▸ WORK REQUEST: Return the entries verbatim and drop every picture.

Dataset entries
********************
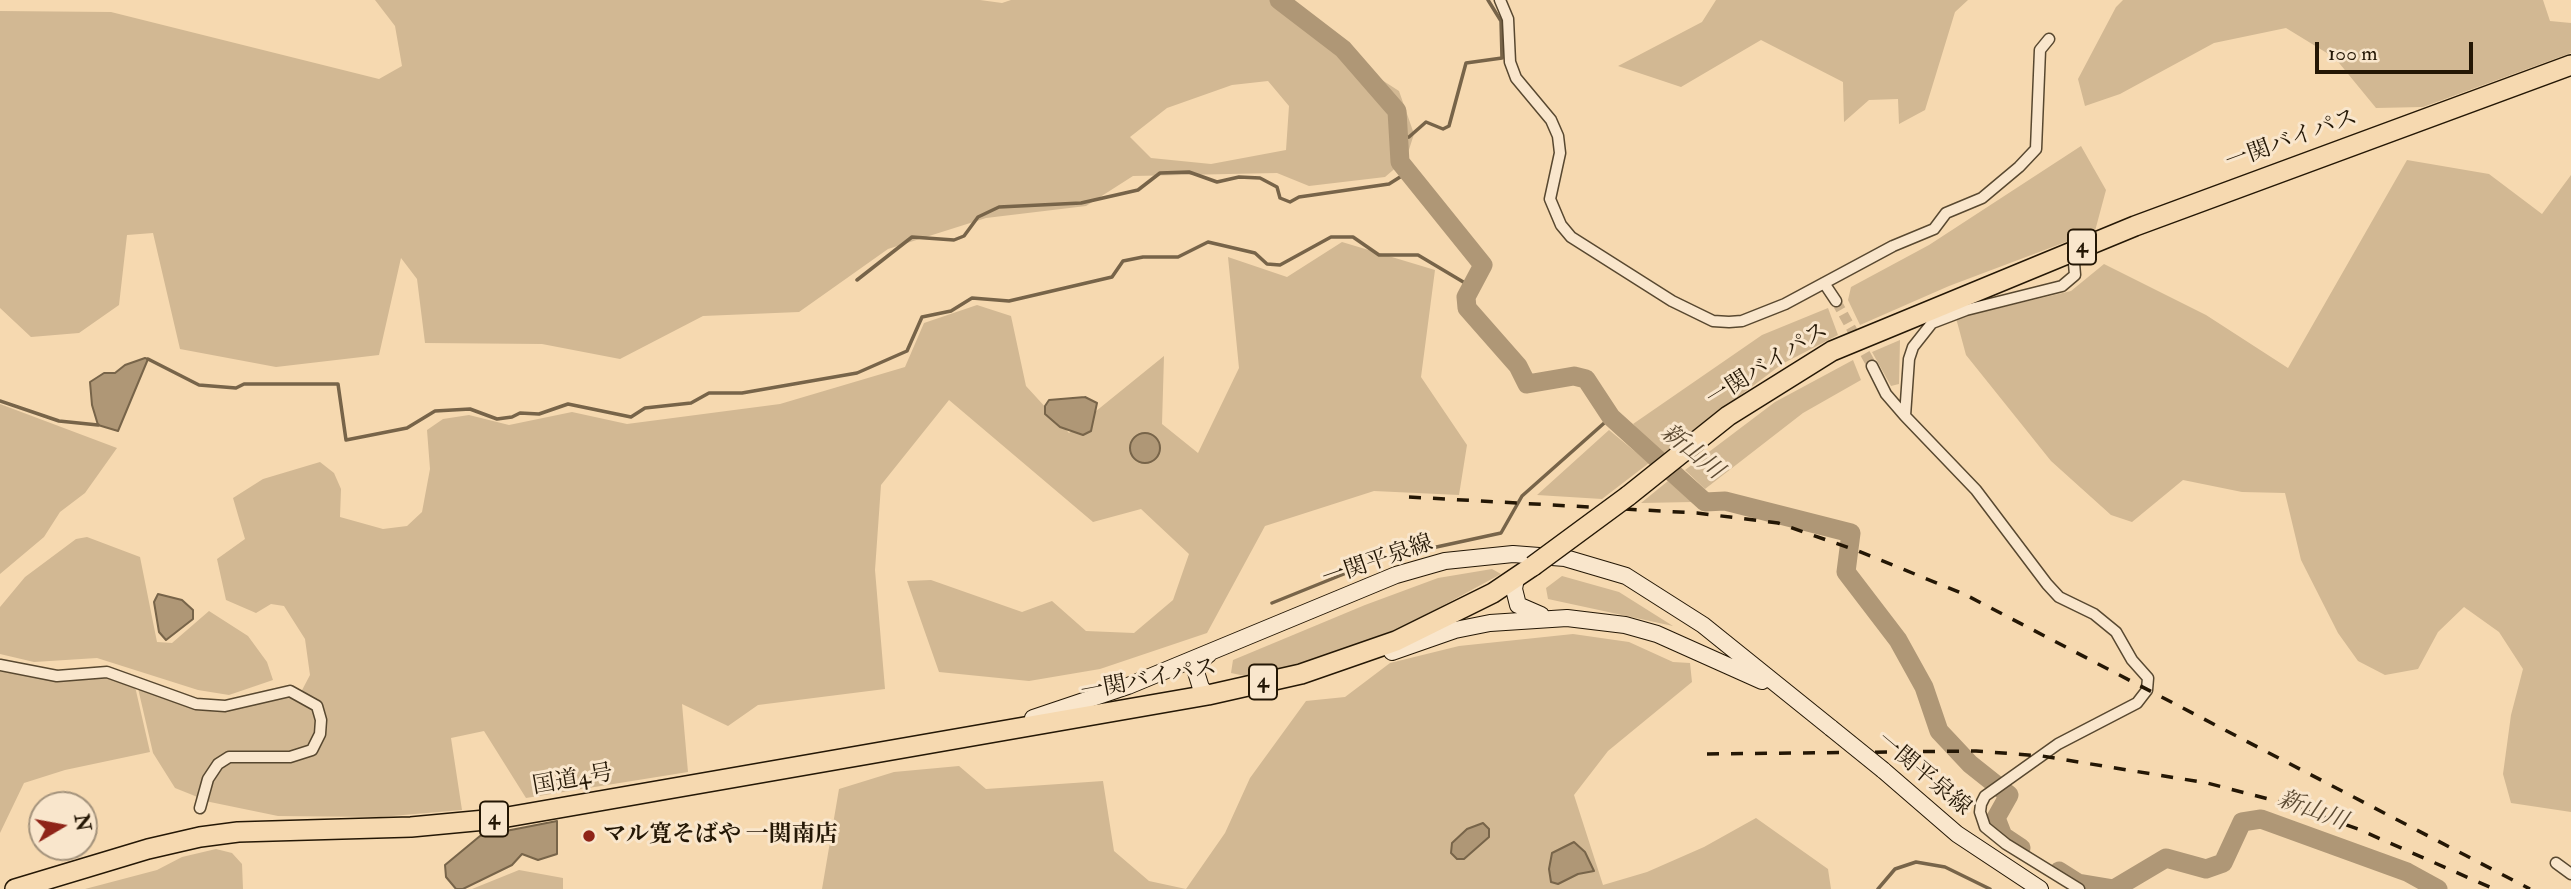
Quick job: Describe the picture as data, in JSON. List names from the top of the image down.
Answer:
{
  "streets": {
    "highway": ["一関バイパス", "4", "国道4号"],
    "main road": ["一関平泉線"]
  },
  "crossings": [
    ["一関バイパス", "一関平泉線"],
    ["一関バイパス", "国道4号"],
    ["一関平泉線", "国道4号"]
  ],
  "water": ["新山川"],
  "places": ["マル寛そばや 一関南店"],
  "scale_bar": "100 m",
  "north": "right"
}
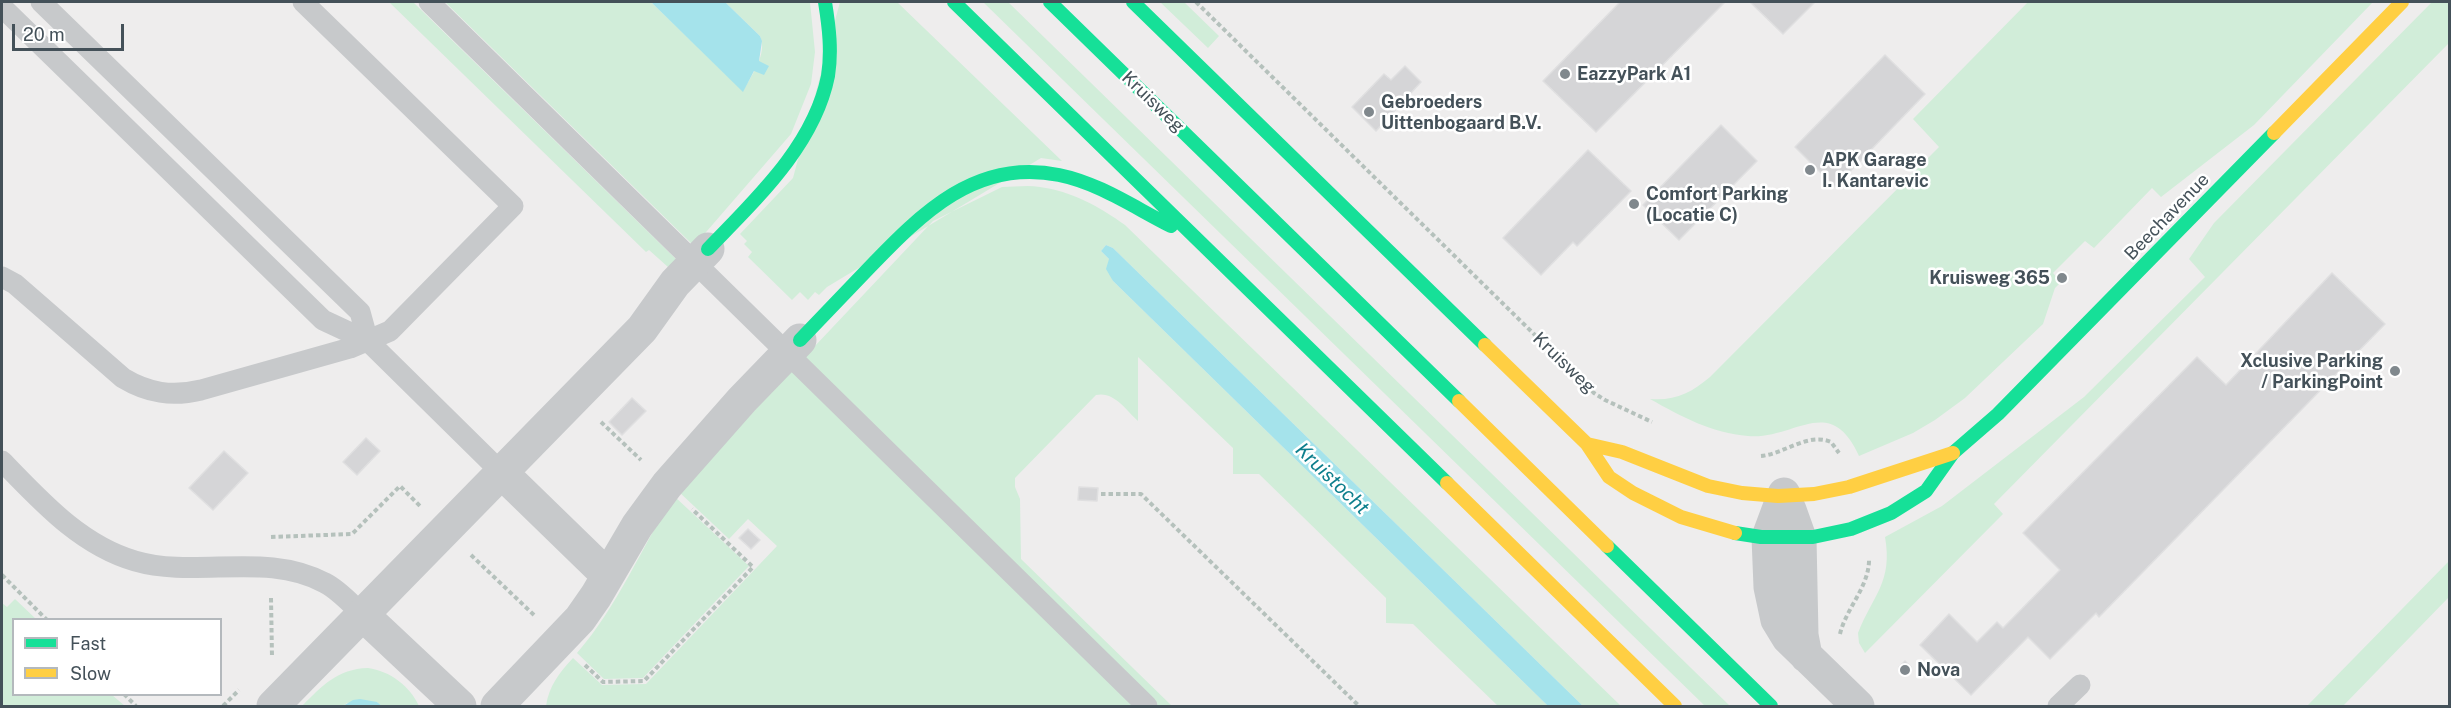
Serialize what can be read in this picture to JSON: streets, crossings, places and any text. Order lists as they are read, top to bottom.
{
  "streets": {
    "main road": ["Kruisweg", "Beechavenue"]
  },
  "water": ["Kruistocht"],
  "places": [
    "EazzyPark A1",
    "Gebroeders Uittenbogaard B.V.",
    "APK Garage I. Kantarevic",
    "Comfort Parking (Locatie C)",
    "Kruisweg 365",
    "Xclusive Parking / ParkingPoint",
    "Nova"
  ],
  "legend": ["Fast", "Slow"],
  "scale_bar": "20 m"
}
********************
▸ SOLUTION FOR THIS PROBLEM:
Quick job: Describe the picture as data, in JSON. List names from the top of the image down.
Answer:
{
  "streets": {
    "highway": ["一関バイパス", "4", "国道4号"],
    "main road": ["一関平泉線"]
  },
  "crossings": [
    ["一関バイパス", "一関平泉線"],
    ["一関バイパス", "国道4号"],
    ["一関平泉線", "国道4号"]
  ],
  "water": ["新山川"],
  "places": ["マル寛そばや 一関南店"],
  "scale_bar": "100 m",
  "north": "right"
}
Serialize what can be read in this picture to JSON: streets, crossings, places and any text. Order lists as they are read, top to bottom.
{
  "streets": {
    "main road": ["Kruisweg", "Beechavenue"]
  },
  "water": ["Kruistocht"],
  "places": [
    "EazzyPark A1",
    "Gebroeders Uittenbogaard B.V.",
    "APK Garage I. Kantarevic",
    "Comfort Parking (Locatie C)",
    "Kruisweg 365",
    "Xclusive Parking / ParkingPoint",
    "Nova"
  ],
  "legend": ["Fast", "Slow"],
  "scale_bar": "20 m"
}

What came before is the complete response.